Ripped Apart - Bob Parker pens quake book
Christchurch Mayor Bob Parker will not reveal details from his upcoming earthquake book but says there may be explosive revelations.
In an interview with The Press this afternoon, Parker said writing about his experiences during the city's devastating quakes was ''part of the healing process''.
A promotional blurb about Ripped Apart - a City in Chaos, a 240-page paperback, says it will reveal ''the arguments, indecision, petty jealousies, power struggles and policies'' that emerged before, during and after the quakes.
Asked whether there would be any explosive revelations in the book, he said: ''You will have to wait and see. I don't want to give too much away now.''
Parker was hailed as a calming influence on the city in the weeks after both major earthquakes but became increasingly controversial.
He was called a ''clown'' by Canterbury Earthquake Recovery Minister Gerry Brownlee and his council was accused of being dysfunctional. Key recovery projects were taken over by the Government.
Asked if he would set the record straight on some of his most challenging moments, Parker said: ''Readers will judge that for themselves.''
Parker, who was helped by a ghost writer he would not name, said he had been asked several times to consider writing a book.
He saw it as ''a great way to honour those people I had the pleasure of working alongside''.
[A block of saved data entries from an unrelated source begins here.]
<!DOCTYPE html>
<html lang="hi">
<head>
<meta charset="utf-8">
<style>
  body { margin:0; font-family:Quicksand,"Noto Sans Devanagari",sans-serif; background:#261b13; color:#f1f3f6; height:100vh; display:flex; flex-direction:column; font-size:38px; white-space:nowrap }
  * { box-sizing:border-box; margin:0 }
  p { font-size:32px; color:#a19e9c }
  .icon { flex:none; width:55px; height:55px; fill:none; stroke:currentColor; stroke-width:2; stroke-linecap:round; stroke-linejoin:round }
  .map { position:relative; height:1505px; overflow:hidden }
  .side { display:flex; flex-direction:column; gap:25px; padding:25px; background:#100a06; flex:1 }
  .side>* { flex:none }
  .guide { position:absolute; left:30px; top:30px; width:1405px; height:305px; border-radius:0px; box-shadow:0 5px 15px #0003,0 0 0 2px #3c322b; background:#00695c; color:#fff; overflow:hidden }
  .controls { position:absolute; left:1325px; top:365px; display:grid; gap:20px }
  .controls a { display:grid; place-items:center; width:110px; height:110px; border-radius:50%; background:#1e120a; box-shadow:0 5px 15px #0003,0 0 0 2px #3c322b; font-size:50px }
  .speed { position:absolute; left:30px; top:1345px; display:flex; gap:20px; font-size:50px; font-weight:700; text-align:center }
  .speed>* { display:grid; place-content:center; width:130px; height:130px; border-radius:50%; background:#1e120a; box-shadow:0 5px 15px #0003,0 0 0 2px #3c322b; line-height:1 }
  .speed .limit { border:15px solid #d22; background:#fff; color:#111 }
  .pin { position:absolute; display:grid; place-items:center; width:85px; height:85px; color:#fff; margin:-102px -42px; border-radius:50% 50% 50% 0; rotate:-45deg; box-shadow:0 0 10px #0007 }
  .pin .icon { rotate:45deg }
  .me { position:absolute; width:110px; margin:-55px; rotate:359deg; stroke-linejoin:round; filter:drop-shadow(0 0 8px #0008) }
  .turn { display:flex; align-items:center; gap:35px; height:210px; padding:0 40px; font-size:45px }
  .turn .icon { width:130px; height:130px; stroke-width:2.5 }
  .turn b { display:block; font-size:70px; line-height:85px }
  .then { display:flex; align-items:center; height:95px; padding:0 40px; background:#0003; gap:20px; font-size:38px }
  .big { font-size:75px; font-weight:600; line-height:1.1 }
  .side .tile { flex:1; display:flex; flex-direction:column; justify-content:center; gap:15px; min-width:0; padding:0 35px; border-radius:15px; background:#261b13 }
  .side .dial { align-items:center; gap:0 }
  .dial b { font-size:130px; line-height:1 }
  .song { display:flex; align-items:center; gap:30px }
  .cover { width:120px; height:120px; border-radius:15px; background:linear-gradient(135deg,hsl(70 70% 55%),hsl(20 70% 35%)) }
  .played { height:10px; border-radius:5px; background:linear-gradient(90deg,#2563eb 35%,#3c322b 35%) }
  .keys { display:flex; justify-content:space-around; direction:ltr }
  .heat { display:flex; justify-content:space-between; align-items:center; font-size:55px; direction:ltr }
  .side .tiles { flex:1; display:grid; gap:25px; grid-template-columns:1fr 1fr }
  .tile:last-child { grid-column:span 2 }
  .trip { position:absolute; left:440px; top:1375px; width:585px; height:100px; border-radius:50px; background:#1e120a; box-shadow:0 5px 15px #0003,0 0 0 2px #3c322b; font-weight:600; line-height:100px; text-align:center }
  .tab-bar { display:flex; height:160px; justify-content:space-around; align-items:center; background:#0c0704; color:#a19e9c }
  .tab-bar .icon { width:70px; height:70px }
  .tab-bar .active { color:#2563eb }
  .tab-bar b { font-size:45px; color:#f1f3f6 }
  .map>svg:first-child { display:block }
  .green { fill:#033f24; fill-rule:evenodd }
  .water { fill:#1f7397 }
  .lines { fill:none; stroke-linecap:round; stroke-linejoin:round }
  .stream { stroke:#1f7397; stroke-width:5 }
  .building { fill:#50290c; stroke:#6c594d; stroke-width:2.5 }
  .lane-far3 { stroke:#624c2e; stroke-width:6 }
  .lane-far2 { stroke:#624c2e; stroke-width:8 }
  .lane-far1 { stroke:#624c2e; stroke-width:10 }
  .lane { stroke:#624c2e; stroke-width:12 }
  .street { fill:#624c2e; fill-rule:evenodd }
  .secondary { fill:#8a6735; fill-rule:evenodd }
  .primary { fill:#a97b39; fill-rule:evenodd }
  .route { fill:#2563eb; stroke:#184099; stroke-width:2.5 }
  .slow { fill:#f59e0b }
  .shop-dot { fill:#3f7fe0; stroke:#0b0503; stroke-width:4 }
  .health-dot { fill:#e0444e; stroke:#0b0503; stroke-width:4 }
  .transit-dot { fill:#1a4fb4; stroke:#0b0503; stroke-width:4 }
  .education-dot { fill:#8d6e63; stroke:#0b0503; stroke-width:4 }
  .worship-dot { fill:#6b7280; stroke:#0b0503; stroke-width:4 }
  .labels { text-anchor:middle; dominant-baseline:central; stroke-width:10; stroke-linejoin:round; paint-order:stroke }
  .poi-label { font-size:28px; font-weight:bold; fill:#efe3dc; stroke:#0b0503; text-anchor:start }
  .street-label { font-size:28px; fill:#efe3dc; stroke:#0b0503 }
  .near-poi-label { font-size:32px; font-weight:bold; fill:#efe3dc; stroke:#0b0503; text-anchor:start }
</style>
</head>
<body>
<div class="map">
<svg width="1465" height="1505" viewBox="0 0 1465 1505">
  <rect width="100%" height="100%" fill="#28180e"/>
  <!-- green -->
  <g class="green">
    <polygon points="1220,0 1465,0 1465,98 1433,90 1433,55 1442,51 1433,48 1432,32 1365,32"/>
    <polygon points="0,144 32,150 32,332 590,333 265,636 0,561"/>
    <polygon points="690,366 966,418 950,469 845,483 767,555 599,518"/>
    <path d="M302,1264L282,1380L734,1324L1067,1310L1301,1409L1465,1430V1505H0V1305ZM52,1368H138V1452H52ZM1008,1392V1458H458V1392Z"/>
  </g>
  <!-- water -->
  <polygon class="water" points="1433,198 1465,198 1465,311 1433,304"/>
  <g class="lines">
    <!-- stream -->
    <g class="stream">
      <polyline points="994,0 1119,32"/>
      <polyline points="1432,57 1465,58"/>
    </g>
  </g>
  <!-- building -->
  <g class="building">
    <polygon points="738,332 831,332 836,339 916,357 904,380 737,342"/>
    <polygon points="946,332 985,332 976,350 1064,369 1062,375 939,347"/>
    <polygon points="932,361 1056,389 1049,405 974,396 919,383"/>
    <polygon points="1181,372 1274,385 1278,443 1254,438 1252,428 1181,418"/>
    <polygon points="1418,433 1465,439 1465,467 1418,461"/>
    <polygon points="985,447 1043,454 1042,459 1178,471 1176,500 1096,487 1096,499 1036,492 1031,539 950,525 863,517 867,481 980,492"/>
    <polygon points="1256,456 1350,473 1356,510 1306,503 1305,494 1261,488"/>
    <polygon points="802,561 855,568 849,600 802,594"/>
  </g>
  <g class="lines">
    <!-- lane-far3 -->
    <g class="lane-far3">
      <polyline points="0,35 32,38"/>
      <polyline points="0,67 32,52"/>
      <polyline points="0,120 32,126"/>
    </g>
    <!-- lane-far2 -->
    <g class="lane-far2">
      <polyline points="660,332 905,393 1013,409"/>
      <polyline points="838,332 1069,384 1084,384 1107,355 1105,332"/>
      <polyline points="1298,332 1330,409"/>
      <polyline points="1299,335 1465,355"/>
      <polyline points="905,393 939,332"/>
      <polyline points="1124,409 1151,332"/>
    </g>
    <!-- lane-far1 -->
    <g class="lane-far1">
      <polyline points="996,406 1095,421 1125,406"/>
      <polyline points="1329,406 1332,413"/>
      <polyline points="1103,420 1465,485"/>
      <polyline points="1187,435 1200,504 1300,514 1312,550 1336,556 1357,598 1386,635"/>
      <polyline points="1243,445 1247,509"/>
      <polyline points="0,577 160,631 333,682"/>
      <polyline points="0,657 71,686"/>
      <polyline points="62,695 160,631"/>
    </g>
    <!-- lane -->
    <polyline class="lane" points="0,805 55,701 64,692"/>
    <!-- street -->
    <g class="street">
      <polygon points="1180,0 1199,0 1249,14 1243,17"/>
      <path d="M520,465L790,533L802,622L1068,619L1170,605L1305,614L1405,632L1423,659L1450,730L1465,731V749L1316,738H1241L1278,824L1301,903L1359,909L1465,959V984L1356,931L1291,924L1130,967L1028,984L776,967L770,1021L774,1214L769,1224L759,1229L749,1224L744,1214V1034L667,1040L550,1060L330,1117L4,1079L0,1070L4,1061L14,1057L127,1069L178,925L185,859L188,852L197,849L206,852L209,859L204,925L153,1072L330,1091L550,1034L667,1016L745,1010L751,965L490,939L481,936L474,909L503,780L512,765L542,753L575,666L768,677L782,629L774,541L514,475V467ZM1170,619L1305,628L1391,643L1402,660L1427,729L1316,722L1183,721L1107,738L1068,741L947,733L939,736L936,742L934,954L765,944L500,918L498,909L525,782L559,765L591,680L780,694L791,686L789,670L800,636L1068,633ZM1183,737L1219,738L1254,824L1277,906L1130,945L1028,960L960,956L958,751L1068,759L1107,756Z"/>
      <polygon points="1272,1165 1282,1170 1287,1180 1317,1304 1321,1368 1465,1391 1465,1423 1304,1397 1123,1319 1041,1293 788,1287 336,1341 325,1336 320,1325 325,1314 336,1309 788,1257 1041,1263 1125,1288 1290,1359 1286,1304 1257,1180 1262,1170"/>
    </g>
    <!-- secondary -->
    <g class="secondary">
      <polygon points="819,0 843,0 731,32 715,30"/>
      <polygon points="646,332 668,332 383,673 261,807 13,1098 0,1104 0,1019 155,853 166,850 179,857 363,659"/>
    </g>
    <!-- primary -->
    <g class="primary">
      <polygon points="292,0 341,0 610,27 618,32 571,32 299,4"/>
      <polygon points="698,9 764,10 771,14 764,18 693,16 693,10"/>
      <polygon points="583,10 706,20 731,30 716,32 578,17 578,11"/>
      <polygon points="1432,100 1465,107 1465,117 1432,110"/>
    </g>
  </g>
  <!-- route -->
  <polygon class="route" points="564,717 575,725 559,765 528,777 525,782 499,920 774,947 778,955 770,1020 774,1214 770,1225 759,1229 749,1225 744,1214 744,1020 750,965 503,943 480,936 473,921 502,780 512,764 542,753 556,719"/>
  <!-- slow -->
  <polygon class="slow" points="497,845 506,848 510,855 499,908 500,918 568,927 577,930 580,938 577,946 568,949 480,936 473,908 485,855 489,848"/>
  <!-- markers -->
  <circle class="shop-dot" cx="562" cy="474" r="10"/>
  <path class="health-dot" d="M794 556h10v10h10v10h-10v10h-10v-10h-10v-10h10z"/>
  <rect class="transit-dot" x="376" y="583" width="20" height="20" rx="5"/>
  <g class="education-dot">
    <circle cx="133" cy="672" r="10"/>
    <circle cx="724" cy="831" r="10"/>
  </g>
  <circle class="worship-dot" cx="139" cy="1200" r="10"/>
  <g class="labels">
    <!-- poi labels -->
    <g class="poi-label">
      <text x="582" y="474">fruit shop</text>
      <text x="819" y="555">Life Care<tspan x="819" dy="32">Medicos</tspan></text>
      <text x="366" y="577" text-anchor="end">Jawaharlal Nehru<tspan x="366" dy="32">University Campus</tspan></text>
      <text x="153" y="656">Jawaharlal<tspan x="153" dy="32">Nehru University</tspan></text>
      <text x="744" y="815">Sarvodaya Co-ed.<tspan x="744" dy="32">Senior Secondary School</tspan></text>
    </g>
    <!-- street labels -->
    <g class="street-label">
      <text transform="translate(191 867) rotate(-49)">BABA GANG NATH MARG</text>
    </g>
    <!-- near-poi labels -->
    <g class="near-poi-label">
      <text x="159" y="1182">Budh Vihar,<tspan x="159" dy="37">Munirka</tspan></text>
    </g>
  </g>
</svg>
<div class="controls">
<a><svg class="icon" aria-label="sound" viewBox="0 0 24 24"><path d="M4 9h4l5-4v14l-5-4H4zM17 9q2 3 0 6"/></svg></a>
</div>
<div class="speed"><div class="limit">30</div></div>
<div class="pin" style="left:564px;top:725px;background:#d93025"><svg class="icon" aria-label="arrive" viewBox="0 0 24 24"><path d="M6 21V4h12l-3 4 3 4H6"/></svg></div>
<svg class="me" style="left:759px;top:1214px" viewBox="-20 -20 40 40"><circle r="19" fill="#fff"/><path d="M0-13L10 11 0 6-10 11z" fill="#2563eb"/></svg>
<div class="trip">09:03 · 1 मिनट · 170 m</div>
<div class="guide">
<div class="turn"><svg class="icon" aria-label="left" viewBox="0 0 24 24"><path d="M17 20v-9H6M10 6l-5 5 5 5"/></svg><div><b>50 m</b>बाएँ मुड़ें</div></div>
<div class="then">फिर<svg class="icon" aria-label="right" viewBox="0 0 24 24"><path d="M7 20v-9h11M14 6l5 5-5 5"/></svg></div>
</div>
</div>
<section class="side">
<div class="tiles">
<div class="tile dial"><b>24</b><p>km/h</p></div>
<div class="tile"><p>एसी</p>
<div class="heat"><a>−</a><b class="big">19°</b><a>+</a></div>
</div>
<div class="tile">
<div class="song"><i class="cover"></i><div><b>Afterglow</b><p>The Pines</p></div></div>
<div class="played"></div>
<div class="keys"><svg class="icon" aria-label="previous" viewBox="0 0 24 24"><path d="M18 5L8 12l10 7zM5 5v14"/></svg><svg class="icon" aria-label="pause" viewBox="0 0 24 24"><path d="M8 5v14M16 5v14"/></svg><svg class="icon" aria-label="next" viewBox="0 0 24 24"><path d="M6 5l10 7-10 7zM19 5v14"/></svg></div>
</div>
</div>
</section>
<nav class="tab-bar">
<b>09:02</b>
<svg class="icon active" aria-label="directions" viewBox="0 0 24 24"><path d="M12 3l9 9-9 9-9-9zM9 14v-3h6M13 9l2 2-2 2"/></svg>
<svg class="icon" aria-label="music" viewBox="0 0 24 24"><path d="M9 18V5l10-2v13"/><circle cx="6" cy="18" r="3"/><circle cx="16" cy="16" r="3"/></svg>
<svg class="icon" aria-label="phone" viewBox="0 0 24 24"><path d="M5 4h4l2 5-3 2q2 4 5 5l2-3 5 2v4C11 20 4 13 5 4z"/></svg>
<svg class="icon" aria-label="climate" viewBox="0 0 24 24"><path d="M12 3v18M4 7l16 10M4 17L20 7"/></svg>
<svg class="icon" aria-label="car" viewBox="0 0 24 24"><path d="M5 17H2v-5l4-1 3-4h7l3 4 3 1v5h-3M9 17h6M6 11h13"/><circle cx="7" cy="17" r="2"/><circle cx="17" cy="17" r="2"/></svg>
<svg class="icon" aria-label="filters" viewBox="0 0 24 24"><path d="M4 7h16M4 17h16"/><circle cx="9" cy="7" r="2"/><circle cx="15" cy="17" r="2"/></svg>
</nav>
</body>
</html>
''I thought it would be a unique perspective too, and also kind of a cathartic thing as we all work through this difficult time,'' he said.
Parker was unsure whether there would be any official launch of his book in early November but would consider a book tour to promote the paperback, depending on his workload.
Profits from the book would be donated to the New Zealand Spinal Trust because of the trust's ''amazing work", he said.
''The earthquake changed eveybody's life but I'm so touched by people whose lives were physically altered by their injuries.'' he said.
''I wanted to see any proceeds stay in the city."
Ripped Apart - a City in Chaos will be published in November but advance orders can be made online now. It costs $39.99.